• Instructions for the task
Note every line in the entries that contains the string "dasharray", and copy it.

• Data records
^^^^^^^^^^^^^^^^
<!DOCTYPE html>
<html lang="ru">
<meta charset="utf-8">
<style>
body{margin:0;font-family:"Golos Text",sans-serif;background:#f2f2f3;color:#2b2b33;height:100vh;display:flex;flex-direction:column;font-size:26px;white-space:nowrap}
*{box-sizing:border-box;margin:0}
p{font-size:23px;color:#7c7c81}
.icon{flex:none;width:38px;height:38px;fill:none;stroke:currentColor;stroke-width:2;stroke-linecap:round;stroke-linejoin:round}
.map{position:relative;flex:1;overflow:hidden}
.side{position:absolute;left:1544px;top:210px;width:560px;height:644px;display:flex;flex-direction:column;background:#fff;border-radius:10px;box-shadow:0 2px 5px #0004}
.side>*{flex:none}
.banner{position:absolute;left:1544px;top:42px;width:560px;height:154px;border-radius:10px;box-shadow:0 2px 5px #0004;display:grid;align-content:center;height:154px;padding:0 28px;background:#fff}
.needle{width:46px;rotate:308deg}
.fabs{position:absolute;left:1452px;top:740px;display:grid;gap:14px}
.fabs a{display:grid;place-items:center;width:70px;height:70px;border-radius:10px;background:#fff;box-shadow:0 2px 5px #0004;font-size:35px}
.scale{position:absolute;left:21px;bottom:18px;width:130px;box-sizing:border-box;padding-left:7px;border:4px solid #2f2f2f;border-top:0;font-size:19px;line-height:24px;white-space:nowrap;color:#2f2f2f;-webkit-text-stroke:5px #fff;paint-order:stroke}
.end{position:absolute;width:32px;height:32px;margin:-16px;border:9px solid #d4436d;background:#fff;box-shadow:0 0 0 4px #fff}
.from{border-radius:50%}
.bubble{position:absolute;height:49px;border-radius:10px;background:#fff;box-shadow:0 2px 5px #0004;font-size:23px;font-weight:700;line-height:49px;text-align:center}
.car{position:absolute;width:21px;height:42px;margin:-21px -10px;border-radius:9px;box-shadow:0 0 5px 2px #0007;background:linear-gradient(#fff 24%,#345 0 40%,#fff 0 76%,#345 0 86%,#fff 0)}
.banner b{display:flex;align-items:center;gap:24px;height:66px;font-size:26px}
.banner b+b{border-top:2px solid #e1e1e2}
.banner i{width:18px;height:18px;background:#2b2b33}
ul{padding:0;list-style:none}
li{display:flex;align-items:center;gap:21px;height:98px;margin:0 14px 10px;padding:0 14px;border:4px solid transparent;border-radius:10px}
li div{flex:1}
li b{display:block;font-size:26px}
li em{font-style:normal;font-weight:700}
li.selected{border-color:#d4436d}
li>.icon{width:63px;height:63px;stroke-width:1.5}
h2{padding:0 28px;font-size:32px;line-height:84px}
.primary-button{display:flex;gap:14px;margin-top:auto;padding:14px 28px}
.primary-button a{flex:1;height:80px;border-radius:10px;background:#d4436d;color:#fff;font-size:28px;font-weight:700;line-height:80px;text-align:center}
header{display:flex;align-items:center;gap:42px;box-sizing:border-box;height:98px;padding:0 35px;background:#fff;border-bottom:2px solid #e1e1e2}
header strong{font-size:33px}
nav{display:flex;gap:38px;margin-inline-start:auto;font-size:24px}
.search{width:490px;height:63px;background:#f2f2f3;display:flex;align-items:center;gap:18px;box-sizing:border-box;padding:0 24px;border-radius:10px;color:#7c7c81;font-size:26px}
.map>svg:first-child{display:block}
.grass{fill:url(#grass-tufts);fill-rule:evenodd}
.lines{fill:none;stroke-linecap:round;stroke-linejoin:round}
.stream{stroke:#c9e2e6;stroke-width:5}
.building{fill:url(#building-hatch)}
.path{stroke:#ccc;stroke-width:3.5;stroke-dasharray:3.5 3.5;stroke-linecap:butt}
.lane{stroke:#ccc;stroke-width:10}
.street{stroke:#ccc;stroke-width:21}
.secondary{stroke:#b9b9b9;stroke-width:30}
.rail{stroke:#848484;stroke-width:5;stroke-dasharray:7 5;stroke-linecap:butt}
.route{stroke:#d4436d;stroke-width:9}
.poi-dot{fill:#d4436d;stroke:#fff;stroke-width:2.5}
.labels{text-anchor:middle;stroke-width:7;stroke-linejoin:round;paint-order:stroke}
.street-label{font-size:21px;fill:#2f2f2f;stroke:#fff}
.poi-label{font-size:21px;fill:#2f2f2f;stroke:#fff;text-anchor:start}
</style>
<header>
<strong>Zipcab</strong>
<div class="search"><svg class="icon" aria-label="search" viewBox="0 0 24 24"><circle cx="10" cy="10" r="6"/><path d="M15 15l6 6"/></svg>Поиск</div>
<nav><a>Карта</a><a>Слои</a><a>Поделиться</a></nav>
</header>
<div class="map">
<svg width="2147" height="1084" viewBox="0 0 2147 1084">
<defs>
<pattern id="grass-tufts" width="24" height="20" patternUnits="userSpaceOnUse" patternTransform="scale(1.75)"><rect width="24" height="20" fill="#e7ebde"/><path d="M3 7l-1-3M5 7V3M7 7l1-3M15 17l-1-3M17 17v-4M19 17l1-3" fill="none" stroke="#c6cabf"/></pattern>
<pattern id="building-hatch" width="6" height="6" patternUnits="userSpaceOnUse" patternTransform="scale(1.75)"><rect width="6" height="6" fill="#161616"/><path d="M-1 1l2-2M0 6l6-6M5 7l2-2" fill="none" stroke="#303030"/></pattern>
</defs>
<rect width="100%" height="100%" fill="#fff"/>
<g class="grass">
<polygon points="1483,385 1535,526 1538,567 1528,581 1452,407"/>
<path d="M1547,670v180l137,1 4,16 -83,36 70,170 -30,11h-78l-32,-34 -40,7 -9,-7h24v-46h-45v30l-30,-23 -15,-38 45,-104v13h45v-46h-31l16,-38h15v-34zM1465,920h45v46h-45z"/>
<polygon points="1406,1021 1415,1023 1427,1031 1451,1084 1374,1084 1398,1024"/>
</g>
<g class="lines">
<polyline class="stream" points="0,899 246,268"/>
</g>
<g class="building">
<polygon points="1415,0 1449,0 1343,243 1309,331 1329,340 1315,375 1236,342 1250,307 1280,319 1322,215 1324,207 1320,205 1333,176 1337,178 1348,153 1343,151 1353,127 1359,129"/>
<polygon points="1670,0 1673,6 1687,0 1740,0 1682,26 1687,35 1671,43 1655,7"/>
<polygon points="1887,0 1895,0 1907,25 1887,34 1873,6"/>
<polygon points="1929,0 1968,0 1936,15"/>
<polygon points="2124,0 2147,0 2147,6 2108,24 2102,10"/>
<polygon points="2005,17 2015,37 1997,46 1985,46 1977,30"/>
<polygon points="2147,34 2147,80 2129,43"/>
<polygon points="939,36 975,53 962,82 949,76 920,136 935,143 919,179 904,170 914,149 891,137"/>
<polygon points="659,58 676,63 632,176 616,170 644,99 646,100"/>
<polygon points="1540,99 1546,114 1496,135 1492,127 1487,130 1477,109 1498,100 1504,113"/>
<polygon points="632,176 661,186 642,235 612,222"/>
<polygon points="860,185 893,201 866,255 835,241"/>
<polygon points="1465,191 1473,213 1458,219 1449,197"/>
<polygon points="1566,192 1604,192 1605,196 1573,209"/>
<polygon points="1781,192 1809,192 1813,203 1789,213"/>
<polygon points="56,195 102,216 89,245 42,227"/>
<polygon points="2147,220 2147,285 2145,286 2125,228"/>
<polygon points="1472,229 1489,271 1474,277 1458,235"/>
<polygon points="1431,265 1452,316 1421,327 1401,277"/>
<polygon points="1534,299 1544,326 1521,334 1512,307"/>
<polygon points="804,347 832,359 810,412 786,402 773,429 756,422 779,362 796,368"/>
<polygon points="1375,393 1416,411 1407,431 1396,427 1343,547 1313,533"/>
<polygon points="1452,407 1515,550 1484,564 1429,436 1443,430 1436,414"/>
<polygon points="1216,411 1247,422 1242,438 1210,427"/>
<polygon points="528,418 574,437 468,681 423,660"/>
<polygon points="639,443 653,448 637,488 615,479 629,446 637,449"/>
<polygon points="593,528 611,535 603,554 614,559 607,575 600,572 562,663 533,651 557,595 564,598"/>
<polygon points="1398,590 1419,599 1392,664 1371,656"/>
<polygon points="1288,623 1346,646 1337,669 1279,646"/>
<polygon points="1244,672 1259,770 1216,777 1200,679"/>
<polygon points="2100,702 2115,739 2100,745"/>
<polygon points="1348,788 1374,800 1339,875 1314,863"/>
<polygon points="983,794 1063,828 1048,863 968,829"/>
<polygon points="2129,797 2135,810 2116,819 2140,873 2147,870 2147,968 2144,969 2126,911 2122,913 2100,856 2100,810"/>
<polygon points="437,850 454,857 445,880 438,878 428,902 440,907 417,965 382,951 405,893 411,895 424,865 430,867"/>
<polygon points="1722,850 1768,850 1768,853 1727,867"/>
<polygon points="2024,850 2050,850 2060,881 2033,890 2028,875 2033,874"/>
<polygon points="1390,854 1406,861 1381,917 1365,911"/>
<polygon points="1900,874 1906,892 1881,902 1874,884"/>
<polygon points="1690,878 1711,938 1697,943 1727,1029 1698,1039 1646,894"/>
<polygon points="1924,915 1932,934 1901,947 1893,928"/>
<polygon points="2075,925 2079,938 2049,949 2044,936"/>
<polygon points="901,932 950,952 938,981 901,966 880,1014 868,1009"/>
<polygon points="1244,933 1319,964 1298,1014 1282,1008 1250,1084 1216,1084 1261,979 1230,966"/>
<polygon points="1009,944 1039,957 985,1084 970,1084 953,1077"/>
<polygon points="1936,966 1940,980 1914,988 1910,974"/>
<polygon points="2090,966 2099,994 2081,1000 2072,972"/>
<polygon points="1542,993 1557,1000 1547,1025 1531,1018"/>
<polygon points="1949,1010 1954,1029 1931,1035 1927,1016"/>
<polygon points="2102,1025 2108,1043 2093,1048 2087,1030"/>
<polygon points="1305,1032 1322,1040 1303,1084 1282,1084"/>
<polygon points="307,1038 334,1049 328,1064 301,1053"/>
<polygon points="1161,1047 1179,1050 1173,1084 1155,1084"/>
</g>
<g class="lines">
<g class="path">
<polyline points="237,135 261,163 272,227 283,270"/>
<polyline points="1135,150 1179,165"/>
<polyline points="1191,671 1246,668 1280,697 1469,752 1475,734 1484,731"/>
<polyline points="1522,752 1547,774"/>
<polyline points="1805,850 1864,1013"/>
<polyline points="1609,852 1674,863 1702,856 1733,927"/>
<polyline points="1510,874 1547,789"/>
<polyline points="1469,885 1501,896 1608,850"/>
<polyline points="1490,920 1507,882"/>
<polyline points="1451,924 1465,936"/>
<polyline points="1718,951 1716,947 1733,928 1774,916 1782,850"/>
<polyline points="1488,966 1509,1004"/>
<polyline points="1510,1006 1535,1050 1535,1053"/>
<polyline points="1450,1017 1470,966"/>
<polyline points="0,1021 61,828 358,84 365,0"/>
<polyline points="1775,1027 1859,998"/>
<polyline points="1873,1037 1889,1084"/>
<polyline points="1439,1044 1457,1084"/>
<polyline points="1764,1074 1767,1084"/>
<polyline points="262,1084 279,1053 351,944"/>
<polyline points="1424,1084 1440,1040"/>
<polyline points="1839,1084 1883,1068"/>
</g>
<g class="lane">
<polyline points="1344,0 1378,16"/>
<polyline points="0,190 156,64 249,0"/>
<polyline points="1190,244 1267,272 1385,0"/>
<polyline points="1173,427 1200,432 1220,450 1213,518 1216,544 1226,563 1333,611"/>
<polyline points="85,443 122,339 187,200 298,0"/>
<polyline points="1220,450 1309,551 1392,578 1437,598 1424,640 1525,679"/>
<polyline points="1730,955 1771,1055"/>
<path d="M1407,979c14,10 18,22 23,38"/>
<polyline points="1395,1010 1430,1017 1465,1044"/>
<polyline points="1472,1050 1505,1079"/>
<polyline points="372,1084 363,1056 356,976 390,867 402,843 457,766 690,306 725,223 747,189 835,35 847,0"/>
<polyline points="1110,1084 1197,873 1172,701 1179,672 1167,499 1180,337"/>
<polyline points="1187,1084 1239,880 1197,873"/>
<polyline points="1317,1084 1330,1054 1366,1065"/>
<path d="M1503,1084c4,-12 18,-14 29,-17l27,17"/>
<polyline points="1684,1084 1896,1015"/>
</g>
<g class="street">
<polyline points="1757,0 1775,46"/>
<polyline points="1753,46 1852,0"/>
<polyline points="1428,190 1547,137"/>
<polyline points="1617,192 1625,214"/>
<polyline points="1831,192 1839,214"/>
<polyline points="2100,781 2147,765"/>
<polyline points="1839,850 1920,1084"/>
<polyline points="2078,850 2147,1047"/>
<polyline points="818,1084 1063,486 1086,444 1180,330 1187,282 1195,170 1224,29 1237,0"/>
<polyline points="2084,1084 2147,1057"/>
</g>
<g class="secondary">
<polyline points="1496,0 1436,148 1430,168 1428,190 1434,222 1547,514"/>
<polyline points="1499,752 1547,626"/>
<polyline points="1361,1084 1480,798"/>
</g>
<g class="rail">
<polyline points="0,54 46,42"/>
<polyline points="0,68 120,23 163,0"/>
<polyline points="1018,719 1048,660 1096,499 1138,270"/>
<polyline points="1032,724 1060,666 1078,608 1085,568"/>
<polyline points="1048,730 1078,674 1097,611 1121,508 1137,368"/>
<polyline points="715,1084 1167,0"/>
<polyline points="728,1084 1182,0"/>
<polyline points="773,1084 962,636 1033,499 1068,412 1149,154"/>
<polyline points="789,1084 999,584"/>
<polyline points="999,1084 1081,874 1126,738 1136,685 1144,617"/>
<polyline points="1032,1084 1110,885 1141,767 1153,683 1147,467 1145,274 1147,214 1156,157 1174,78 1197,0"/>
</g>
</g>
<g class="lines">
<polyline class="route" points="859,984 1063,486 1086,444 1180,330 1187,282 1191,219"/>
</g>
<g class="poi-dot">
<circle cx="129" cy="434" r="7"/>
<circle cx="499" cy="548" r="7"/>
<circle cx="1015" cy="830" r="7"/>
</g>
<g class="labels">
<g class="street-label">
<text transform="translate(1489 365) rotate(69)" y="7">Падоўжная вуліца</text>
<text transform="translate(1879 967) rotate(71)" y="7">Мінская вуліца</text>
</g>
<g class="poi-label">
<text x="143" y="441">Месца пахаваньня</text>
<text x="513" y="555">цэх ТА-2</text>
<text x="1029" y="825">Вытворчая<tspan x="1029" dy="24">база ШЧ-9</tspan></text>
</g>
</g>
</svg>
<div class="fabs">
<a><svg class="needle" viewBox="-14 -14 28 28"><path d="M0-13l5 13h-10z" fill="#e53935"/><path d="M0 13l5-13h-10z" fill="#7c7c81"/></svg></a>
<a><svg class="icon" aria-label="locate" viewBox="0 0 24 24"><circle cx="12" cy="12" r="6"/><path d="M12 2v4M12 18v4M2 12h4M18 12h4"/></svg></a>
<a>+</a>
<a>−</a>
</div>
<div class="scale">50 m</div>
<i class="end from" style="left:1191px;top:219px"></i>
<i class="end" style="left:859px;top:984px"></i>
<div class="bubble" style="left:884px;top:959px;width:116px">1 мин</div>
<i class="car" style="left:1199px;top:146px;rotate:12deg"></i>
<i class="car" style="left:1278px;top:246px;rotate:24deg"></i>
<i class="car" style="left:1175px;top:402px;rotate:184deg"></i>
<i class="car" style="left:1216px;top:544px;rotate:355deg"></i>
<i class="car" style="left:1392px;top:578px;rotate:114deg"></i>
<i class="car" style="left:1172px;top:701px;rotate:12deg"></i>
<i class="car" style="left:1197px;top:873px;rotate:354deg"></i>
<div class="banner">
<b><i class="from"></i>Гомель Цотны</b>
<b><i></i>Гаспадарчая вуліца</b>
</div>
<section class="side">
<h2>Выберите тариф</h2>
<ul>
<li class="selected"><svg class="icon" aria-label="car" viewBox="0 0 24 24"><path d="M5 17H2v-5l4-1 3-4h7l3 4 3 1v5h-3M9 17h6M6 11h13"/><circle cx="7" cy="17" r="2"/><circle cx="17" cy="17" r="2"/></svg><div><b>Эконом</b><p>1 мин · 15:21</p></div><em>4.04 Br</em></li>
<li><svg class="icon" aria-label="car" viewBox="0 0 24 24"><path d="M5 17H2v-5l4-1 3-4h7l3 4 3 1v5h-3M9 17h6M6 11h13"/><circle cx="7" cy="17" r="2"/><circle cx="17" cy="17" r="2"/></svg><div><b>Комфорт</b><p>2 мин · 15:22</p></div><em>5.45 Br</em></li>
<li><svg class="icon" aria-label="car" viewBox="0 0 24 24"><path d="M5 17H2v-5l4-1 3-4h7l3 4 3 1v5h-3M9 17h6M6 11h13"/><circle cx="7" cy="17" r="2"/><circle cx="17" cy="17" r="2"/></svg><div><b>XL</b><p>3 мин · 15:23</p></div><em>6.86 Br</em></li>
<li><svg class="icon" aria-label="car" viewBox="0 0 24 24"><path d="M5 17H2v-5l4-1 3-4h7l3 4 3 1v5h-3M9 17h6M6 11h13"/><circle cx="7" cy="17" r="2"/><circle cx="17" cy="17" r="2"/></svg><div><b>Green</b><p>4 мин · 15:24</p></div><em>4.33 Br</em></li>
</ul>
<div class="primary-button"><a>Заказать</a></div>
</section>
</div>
^^^^^^^^^^^^^^^^
• Answer section
.path{stroke:#ccc;stroke-width:3.5;stroke-dasharray:3.5 3.5;stroke-linecap:butt}
.rail{stroke:#848484;stroke-width:5;stroke-dasharray:7 5;stroke-linecap:butt}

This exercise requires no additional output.